It says significant cost reductions can be achieved by front loading the deployment of renewables — mostly wind and solar — and by utilizing the technologies needed to balance their inherent intermittency with energy storage and thermal generating stations. The report reveals that by accelerating 100% renewable power systems, substantial benefits are unlocked:

  • Accelerating renewables so they become the main source of electricity drives down fossil fuel usage significantly reduces the levelized cost of electricity by 50% in India by 2050, while California and Germany can cut costs by 17% and 8% by 2040 respectively.
  • Coal-fired power — currently 70% of generation in India and 33% in Germany — can be securely replaced by renewables coupled with energy storage and thermal power as early as 2040.
  • Colossal carbon savings can be made in the short term, enabling national climate targets to be achieved. Germany can avoid 422 million tonnes of carbon dioxide by 2040 by accelerating its coal phase-out, helping it achieve a 65% reduction target compared to 1990 levels by 2030. In addition, renewables would allow Germany to avoid the need to import 550 TWh of power by accelerating the phase-out of coal.

Wärtsilä CEO Håkan Agnevall explains, “As we approach COP26, our Front-Loading Net Zero report should act as a wake-up call for leaders, as this is our last and best chance to get countries on pathways to carbon neutrality. Our modelling shows that it is viable for energy systems to be fully decarbonized before 2050 and that accelerating the shift to renewable power coupled with flexibility will help economies to thrive.

“We have all the technologies that we need to rapidly shift to net zero energy. The benefits of renewable-led systems are cumulative and self-reinforcing — the more we have, the greater the benefits — so it is vital that leaders and power producers come together now to front load net zero this decade.”

Sushil Purohit, president of Wärtsilä Energy adds, “There is no single solution that fits all markets, and this report highlights the different paths and technologies that can be utilized.
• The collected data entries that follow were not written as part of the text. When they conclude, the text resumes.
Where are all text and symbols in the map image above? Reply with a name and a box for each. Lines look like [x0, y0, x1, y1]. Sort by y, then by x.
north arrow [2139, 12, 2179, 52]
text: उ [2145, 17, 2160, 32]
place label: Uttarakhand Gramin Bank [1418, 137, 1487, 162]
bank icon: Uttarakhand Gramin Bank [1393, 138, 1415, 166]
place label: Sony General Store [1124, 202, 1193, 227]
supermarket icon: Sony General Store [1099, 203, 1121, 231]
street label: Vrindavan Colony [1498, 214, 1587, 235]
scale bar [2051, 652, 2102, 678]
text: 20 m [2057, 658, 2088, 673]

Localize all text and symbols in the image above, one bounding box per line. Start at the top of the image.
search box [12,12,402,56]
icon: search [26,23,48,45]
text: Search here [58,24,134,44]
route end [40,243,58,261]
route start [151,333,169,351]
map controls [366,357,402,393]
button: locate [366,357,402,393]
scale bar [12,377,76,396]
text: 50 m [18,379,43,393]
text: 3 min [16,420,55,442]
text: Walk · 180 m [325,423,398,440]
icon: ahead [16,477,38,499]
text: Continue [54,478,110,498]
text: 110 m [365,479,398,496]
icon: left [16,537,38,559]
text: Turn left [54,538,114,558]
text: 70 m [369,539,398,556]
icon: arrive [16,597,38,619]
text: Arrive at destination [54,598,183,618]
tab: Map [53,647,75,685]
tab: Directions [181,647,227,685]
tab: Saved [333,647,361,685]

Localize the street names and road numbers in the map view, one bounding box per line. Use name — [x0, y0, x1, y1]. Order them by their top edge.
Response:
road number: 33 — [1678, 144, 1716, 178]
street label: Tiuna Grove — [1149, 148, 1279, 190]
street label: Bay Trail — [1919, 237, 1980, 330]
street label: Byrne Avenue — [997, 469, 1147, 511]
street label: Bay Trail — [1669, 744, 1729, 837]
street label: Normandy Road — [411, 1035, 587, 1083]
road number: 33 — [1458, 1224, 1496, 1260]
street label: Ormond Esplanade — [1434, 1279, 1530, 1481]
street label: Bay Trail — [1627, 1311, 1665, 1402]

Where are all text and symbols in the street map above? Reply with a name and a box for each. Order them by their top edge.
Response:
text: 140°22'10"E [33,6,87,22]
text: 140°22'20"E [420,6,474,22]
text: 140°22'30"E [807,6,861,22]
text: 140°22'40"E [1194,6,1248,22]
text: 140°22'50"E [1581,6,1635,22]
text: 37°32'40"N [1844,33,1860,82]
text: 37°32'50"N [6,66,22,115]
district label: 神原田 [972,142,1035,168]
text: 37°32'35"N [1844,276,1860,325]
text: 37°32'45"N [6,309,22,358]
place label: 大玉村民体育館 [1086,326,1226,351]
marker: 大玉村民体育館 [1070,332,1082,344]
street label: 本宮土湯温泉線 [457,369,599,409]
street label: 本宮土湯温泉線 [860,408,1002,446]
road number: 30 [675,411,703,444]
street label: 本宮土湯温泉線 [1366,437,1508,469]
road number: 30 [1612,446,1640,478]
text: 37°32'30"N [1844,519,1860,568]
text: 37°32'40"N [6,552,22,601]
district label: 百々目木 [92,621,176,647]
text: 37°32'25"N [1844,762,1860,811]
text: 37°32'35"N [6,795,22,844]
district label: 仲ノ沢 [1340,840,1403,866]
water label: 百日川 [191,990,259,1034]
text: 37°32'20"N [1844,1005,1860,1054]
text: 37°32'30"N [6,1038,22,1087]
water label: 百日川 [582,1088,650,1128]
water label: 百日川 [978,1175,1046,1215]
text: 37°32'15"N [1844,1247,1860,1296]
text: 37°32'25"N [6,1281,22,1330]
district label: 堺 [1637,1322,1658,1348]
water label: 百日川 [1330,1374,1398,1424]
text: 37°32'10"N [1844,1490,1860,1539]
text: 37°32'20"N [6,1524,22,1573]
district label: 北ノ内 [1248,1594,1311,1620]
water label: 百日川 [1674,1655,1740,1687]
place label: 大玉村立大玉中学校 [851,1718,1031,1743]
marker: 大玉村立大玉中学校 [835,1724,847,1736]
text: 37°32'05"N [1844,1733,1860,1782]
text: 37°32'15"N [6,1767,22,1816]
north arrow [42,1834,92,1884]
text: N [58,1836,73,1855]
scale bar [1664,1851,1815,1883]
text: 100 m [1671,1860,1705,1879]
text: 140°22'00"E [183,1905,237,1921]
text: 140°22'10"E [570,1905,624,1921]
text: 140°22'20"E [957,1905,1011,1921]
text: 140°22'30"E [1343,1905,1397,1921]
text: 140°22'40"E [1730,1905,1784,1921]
The ultimate aim, however, is common to all and that is to decarbonize energy production and take the fullest advantage of our natural energy sources.”

Uruguay Shows The Way

In 2007, Uruguay had to rely on electricity imported from neighbors like Brazil and Argentina. That’s when it decided to invest heavily in wind turbines. Within 10 years, it had 4,000 MW of installed capacity. Today, 98% of the electricity for its 3.4 million inhabitants comes from renewables, including hydro. This is a nation that a recent former president of the United States liked to referred to as a “shithole country.”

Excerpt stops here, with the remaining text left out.